- EXERCISE INSTRUCTIONS -
Each line below from the one containing "height:25px; margin:-12.5px; padding:0" through the one containing "width:28px; height:28px; translate:-50%" should be output exactly as it stands, and no other line should appear.

- GIVEN RECORDS -
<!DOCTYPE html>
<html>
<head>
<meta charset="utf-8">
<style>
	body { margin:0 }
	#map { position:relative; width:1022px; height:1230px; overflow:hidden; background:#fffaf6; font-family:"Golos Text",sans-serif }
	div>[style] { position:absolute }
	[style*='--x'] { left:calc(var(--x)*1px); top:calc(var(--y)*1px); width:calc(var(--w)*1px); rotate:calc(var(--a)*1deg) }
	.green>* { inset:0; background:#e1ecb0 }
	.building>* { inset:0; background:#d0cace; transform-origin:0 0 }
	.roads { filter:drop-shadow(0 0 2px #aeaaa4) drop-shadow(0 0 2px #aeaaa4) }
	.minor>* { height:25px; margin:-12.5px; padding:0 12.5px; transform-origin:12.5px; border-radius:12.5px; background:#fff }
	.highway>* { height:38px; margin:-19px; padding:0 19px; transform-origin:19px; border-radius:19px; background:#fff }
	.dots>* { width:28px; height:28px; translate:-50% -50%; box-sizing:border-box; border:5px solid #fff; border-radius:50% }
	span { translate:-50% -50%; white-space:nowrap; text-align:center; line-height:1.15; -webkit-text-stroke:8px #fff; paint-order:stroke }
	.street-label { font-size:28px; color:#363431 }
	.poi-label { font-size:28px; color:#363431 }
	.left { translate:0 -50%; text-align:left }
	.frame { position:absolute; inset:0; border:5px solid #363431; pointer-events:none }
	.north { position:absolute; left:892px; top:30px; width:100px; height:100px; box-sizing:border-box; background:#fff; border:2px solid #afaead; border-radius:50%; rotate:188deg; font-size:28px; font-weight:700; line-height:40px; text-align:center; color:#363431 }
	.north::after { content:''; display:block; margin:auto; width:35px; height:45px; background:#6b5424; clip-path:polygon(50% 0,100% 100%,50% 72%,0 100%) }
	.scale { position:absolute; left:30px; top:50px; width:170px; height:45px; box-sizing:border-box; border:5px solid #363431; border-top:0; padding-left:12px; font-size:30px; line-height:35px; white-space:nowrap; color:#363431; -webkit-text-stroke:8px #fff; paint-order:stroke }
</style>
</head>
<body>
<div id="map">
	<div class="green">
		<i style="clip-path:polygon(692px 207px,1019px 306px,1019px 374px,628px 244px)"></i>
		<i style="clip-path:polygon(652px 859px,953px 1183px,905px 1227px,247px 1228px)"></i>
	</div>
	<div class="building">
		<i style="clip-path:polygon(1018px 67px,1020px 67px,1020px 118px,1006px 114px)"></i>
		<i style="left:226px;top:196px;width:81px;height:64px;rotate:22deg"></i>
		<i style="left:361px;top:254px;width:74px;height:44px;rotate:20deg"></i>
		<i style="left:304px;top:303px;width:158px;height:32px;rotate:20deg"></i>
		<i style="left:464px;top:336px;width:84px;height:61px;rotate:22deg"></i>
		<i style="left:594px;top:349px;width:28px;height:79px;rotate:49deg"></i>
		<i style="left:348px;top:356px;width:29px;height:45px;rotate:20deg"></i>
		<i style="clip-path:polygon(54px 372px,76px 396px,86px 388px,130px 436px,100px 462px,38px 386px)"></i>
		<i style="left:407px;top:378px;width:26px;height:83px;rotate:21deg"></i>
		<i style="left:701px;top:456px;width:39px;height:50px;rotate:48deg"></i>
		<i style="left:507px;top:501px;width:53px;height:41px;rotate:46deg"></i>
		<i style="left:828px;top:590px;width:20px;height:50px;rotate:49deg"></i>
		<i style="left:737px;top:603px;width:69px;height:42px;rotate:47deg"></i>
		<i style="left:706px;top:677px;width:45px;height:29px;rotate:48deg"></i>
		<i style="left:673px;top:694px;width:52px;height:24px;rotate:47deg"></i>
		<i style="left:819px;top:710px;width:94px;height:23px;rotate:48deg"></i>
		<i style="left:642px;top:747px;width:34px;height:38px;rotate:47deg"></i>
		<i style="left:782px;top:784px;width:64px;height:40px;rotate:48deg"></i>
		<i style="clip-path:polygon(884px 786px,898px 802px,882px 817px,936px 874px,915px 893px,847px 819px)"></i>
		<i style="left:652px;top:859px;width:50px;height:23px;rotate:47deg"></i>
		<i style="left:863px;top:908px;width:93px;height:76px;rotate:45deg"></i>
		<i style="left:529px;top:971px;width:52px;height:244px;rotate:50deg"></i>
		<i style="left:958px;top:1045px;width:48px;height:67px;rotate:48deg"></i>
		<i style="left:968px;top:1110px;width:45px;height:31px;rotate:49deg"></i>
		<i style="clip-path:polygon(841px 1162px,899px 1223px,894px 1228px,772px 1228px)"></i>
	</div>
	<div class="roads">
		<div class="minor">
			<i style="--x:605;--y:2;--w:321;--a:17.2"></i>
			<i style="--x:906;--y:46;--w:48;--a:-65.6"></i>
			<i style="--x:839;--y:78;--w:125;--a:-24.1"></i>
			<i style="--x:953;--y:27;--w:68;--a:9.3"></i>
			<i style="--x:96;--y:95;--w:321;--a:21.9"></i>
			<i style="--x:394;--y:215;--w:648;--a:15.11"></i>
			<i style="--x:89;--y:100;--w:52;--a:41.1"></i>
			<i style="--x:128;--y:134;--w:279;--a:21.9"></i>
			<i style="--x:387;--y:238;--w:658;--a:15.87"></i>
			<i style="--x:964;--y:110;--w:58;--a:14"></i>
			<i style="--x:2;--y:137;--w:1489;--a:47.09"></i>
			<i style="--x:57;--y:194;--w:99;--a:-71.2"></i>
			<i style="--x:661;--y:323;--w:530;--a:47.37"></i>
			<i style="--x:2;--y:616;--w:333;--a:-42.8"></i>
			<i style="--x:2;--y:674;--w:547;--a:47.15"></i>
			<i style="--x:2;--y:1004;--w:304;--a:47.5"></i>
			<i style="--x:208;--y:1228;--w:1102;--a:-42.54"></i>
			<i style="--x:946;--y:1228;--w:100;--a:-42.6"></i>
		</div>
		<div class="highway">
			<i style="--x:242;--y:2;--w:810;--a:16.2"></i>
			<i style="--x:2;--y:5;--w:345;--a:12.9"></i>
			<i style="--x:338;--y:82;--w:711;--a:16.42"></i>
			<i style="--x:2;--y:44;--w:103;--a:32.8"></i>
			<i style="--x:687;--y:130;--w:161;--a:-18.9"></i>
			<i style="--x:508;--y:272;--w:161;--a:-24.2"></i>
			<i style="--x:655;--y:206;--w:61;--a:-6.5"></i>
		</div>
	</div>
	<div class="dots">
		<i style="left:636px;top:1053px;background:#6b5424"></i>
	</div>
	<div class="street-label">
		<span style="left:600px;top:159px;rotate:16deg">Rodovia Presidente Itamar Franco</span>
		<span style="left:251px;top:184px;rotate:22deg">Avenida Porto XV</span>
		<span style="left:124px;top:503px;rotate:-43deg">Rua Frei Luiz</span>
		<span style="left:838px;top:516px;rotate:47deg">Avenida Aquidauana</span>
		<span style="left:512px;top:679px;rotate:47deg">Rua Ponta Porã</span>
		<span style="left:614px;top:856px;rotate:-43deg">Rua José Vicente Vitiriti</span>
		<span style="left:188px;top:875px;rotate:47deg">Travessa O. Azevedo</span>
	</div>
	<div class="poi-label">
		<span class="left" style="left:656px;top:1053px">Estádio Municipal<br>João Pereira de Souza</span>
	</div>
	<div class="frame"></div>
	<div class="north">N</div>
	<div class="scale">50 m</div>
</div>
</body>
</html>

- REPLY -
	.minor>* { height:25px; margin:-12.5px; padding:0 12.5px; transform-origin:12.5px; border-radius:12.5px; background:#fff }
	.highway>* { height:38px; margin:-19px; padding:0 19px; transform-origin:19px; border-radius:19px; background:#fff }
	.dots>* { width:28px; height:28px; translate:-50% -50%; box-sizing:border-box; border:5px solid #fff; border-radius:50% }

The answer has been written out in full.